* [What this task involves]
Leaving out all pictures, transcribe the lines below exactly, from the first through the line containing "2px #a9a9a9) drop-shadow(0".

* [Records provided]
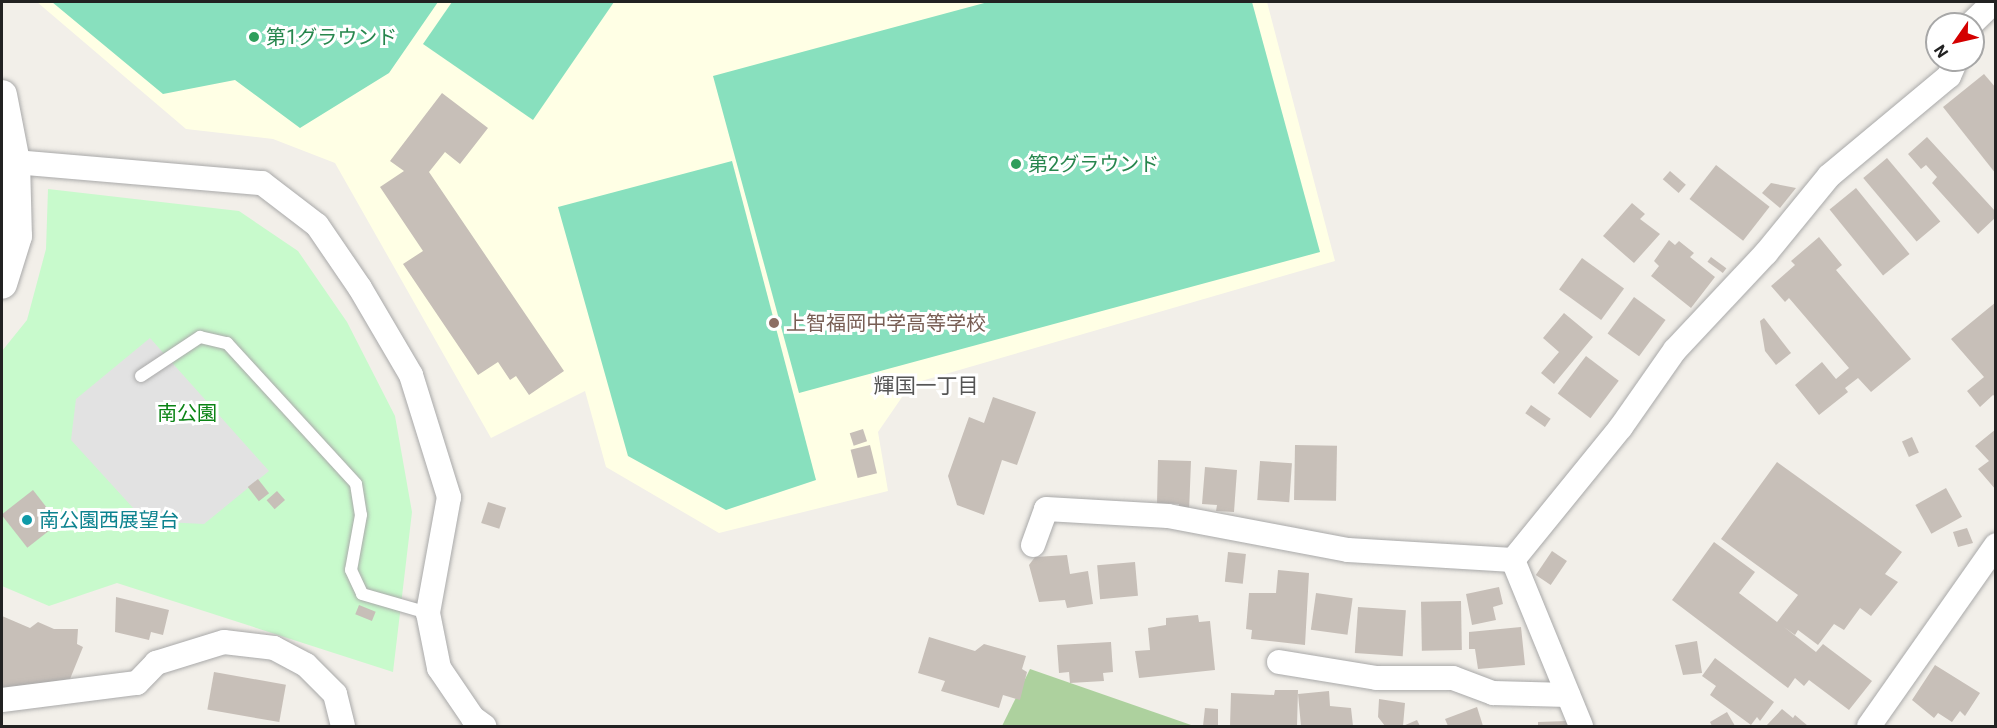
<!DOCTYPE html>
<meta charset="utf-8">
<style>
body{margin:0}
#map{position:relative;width:1997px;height:728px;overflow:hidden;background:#f2efe9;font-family:Roboto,"Noto Sans JP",sans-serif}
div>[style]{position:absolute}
.education>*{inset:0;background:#ffffe5}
.forest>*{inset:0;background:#add19e}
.park>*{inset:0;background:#c8facc}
.pitch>*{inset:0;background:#88e0be}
.parking>*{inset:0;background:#e2e2e2}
.building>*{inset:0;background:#c7bfb8;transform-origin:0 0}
.roads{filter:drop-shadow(0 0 2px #a9a9a9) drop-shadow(0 0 2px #a9a9a9)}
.service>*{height:12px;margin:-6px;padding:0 6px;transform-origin:6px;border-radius:6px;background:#fff}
.minor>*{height:24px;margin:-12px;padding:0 12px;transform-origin:12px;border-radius:12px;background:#fff}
.tertiary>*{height:30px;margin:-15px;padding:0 15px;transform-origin:15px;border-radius:15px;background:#fff}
.dots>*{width:16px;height:16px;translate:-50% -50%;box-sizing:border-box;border:3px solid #fff;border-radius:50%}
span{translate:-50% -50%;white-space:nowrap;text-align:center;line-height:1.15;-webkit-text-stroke:6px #fff;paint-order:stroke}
.leisure-label{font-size:20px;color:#27864d}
.left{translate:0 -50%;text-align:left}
.education-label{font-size:20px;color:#785e54}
.park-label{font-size:20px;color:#0c8416}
.culture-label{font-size:20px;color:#0d838f}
.neighbourhood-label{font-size:21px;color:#555}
.frame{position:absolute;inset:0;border:3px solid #222;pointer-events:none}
.north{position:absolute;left:1925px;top:12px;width:60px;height:60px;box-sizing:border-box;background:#fff;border:2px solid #a7a7a7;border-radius:50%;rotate:236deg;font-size:16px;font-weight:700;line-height:24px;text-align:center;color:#222}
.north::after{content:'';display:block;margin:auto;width:21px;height:27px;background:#d40000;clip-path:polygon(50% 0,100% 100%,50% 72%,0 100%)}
</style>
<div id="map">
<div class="education">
<div style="clip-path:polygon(37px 2px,1267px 2px,1335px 261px,911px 384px,878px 432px,888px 491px,719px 533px,606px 467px,585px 391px,491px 438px,335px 163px,273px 139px,186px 129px)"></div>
</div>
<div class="forest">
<div style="clip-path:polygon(1030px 669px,1194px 726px,1002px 726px)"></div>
</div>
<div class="park">
<div style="clip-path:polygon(48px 189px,239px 211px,298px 251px,347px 322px,395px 416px,412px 512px,393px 672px,117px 583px,49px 606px,2px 586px,2px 351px,27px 320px,46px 249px)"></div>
</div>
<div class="pitch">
<div style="clip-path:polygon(52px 2px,438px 2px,389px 73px,300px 128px,235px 80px,163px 94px)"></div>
<div style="clip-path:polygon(452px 2px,614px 2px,533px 120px,423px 44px)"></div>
<div style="clip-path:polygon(988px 2px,1252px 2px,1320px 252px,799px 393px,713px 76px)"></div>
<div style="clip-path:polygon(732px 161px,816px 480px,726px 510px,628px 456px,558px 207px)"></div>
</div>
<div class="parking">
<div style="clip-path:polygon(150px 338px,269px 471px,204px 524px,145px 521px,71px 440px,76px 399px)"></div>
</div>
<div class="building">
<div style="clip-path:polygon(1984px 74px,1996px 88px,1996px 174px,1943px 107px)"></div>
<div style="clip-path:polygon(442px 93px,488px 128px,460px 164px,445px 152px,429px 172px,564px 371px,529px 395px,516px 376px,510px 380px,498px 362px,478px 375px,403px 264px,423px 251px,380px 187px,404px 171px,390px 161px)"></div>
<div style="clip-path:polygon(1927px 137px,1996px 212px,1996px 217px,1978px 234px,1932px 183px,1937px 177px,1926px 165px,1921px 169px,1908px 154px)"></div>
<div style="left:1887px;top:158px;width:83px;height:31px;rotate:50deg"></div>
<div style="left:1716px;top:165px;width:68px;height:43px;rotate:38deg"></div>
<div style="left:1670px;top:171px;width:21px;height:11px;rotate:41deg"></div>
<div style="clip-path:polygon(1771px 183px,1796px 188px,1780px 208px,1762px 193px)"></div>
<div style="left:1856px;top:188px;width:85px;height:34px;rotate:51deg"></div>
<div style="clip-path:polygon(1632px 203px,1645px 214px,1640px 219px,1660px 234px,1634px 263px,1603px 236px)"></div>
<div style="clip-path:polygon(1819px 237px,1842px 265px,1836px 270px,1911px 359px,1871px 392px,1858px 378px,1845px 388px,1848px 392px,1819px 415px,1795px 385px,1822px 362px,1836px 379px,1849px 368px,1789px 298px,1785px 302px,1771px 286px,1795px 265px,1791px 261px)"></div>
<div style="clip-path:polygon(1669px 240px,1675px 245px,1679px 241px,1694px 253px,1690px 257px,1715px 277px,1691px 308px,1651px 276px,1659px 266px,1654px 261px)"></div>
<div style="left:1711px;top:257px;width:19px;height:6px;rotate:36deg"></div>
<div style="left:1582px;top:258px;width:52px;height:39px;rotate:36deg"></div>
<div style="left:1634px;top:297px;width:39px;height:45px;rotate:36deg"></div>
<div style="clip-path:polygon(1996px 302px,1996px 397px,1993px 395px,1980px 407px,1967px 391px,1984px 377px,1951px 339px)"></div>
<div style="clip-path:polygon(1564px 313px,1593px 337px,1554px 384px,1541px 373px,1559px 352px,1543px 338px)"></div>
<div style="clip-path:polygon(1764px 318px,1791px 353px,1776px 365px,1765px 351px,1760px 321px)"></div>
<div style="left:1586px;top:356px;width:41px;height:47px;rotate:37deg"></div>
<div style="clip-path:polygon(993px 397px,1036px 412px,1017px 465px,1002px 460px,984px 515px,957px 505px,948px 476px,969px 417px,984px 423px)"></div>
<div style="left:1531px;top:405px;width:24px;height:10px;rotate:35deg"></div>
<div style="left:863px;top:429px;width:13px;height:14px;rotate:72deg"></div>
<div style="clip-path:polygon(1996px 429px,1996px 490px,1978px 469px,1989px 461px,1975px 446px)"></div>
<div style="left:1912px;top:437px;width:17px;height:11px;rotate:66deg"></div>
<div style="left:870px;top:445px;width:29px;height:20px;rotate:76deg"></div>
<div style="left:1295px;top:445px;width:42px;height:55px;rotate:1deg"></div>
<div style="clip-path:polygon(1158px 460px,1191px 461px,1189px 512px,1179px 512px,1179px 504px,1157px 503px)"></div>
<div style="left:1260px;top:461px;width:32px;height:39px;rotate:4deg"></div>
<div style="clip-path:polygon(1777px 462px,1902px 552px,1885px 574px,1898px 582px,1871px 616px,1860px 608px,1844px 630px,1834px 624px,1818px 645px,1798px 630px,1795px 635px,1784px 627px,1816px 652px,1823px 644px,1872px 681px,1849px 710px,1809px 680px,1804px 686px,1795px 678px,1788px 688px,1672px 600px,1714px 542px,1755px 572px,1739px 593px,1777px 622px,1798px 595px,1721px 539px)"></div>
<div style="clip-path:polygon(1205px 467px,1237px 470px,1234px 512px,1216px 511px,1217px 505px,1202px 504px)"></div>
<div style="left:258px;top:479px;width:18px;height:13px;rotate:52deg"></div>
<div style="left:1946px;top:488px;width:33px;height:35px;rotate:61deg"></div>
<div style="left:33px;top:490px;width:42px;height:40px;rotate:52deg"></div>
<div style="left:277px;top:491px;width:12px;height:14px;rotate:48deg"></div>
<div style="left:488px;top:502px;width:19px;height:22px;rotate:18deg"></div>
<div style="clip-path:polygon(1967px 528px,1973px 543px,1958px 547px,1953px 532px)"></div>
<div style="left:1552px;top:551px;width:18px;height:29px;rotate:34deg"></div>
<div style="left:1228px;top:552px;width:18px;height:30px;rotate:6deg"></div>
<div style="clip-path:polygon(1067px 555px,1070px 574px,1088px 571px,1093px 604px,1067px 608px,1065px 600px,1039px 602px,1029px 565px,1035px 557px)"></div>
<div style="left:1135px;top:562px;width:34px;height:38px;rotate:85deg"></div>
<div style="clip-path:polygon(1278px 570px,1309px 573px,1305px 645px,1251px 639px,1252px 630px,1246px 629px,1249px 593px,1276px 593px)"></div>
<div style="clip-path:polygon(1499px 587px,1503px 604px,1493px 607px,1496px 620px,1472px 625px,1466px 594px)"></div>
<div style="left:1316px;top:593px;width:37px;height:37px;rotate:8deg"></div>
<div style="clip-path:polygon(116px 597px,169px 610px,163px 635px,151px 632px,149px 640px,115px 632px)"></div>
<div style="left:1461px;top:601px;width:49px;height:40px;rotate:89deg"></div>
<div style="left:359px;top:605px;width:18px;height:10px;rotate:22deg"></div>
<div style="left:1358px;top:607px;width:48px;height:46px;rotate:4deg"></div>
<div style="clip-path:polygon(1198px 615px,1199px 622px,1210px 621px,1215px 670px,1139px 678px,1135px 651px,1150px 650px,1148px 628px,1166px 625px,1166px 618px)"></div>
<div style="clip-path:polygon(2px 616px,30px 628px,38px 622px,54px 629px,78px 629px,77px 644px,83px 647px,70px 679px,2px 689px)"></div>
<div style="clip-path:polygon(1521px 627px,1525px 665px,1478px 669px,1475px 649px,1469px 649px,1469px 632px)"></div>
<div style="clip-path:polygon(929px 637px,975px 651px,984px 644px,1026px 656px,1022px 669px,1027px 672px,1020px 700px,1003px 695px,999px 708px,941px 691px,945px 681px,918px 673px)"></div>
<div style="clip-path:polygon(1697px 641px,1702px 673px,1683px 675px,1675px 645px)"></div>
<div style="clip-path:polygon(1111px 642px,1113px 672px,1103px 673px,1104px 681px,1070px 683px,1069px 672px,1059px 673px,1057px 645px)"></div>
<div style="clip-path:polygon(1715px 658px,1774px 702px,1760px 721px,1757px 717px,1751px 725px,1710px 695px,1716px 686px,1702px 676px)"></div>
<div style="clip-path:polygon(1935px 665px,1980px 693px,1965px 716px,1960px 711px,1952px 722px,1938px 713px,1934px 718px,1912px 700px)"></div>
<div style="left:214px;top:672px;width:73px;height:38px;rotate:10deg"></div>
<div style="clip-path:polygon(1275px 690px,1298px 690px,1297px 726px,1230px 726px,1231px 693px,1274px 695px)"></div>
<div style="clip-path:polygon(1329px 691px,1330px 706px,1351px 708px,1353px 726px,1301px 726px,1298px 694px)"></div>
<div style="clip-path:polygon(1379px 699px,1405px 703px,1403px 726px,1417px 720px,1420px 726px,1385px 726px,1378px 717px)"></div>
<div style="clip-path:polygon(1477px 707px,1483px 726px,1448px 726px,1445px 719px)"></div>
<div style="clip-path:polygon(1205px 708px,1218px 709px,1218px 726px,1203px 726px)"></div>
<div style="clip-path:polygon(1782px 709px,1793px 718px,1795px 715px,1808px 726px,1766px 726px)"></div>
<div style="clip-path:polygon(1727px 712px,1735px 726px,1712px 726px,1710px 722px)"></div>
<div style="clip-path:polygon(1568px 721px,1568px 726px,1538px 726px,1538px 722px)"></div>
</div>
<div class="roads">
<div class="service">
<div style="left:141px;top:376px;width:71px;rotate:-33.5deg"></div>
<div style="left:200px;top:337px;width:28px;rotate:13deg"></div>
<div style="left:227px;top:343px;width:191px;rotate:47.5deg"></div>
<div style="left:356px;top:484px;width:31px;rotate:81deg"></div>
<div style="left:361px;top:515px;width:56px;rotate:100.3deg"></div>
<div style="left:351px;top:570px;width:26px;rotate:65deg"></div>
<div style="left:362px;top:594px;width:69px;rotate:16.1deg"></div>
</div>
<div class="minor">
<div style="left:1971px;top:24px;width:32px;rotate:-44deg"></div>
<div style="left:15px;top:162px;width:248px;rotate:4.9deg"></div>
<div style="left:262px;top:183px;width:69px;rotate:37.4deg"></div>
<div style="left:317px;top:225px;width:76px;rotate:55.7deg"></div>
<div style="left:360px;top:288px;width:101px;rotate:59.6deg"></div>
<div style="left:411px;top:375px;width:128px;rotate:72.7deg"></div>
<div style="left:449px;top:497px;width:118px;rotate:100.3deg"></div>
<div style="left:428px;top:613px;width:56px;rotate:78.7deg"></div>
<div style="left:439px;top:668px;width:60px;rotate:55.8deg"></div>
<div style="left:473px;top:718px;width:14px;rotate:36deg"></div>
<div style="left:1033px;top:545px;width:38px;rotate:-70deg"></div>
<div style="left:1046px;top:509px;width:122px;rotate:3.3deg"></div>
<div style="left:1168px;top:516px;width:183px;rotate:10.7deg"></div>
<div style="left:1348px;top:550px;width:165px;rotate:3.5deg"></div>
<div style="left:1279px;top:662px;width:99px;rotate:9.3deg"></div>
<div style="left:1377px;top:678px;width:76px"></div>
<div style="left:1453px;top:678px;width:43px;rotate:20.6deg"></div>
<div style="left:1493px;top:693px;width:75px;rotate:1.5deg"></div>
<div style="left:2px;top:700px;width:136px;rotate:-7.2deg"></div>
<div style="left:137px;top:683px;width:28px;rotate:-46deg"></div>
<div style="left:156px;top:663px;width:71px;rotate:-17.2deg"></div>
<div style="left:224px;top:642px;width:50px;rotate:6.8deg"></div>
<div style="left:274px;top:648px;width:36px;rotate:28deg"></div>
<div style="left:306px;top:665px;width:41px;rotate:45deg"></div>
<div style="left:335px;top:694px;width:33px;rotate:76deg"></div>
<div style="left:1581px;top:726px;width:179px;rotate:-112.3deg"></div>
<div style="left:1513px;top:560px;width:171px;rotate:-50.9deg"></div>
<div style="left:1621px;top:427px;width:94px;rotate:-55deg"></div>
<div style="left:1675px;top:350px;width:133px;rotate:-46.8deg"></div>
<div style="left:1766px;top:253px;width:99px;rotate:-50.7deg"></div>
<div style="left:1829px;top:176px;width:156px;rotate:-39.8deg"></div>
<div style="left:1949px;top:76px;width:17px;rotate:-66deg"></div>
<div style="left:1869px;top:726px;width:221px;rotate:-54.9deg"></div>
</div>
<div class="tertiary">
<div style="left:2px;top:95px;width:68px;rotate:79deg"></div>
<div style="left:15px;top:162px;width:74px;rotate:88.5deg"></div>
<div style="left:17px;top:236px;width:50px;rotate:107.4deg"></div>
</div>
</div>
<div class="dots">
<div style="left:254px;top:37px;background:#2e9e5b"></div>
<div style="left:1016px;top:164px;background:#2e9e5b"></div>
<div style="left:774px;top:323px;background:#8d6e63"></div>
<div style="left:27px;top:520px;background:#0f9aa8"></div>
</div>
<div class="leisure-label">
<span class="left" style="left:266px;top:37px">第1グラウンド</span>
<span class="left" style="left:1028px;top:164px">第2グラウンド</span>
</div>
<div class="education-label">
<span class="left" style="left:786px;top:323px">上智福岡中学高等学校</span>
</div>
<div class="park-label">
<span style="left:187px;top:413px">南公園</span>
</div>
<div class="culture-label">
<span class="left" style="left:39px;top:520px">南公園西展望台</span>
</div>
<div class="neighbourhood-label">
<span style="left:926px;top:386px">輝国一丁目</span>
</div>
<div class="frame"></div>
<div class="north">N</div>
</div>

* [Exercise response]
<!DOCTYPE html>
<meta charset="utf-8">
<style>
body{margin:0}
#map{position:relative;width:1997px;height:728px;overflow:hidden;background:#f2efe9;font-family:Roboto,"Noto Sans JP",sans-serif}
div>[style]{position:absolute}
.education>*{inset:0;background:#ffffe5}
.forest>*{inset:0;background:#add19e}
.park>*{inset:0;background:#c8facc}
.pitch>*{inset:0;background:#88e0be}
.parking>*{inset:0;background:#e2e2e2}
.building>*{inset:0;background:#c7bfb8;transform-origin:0 0}
.roads{filter:drop-shadow(0 0 2px #a9a9a9) drop-shadow(0 0 2px #a9a9a9)}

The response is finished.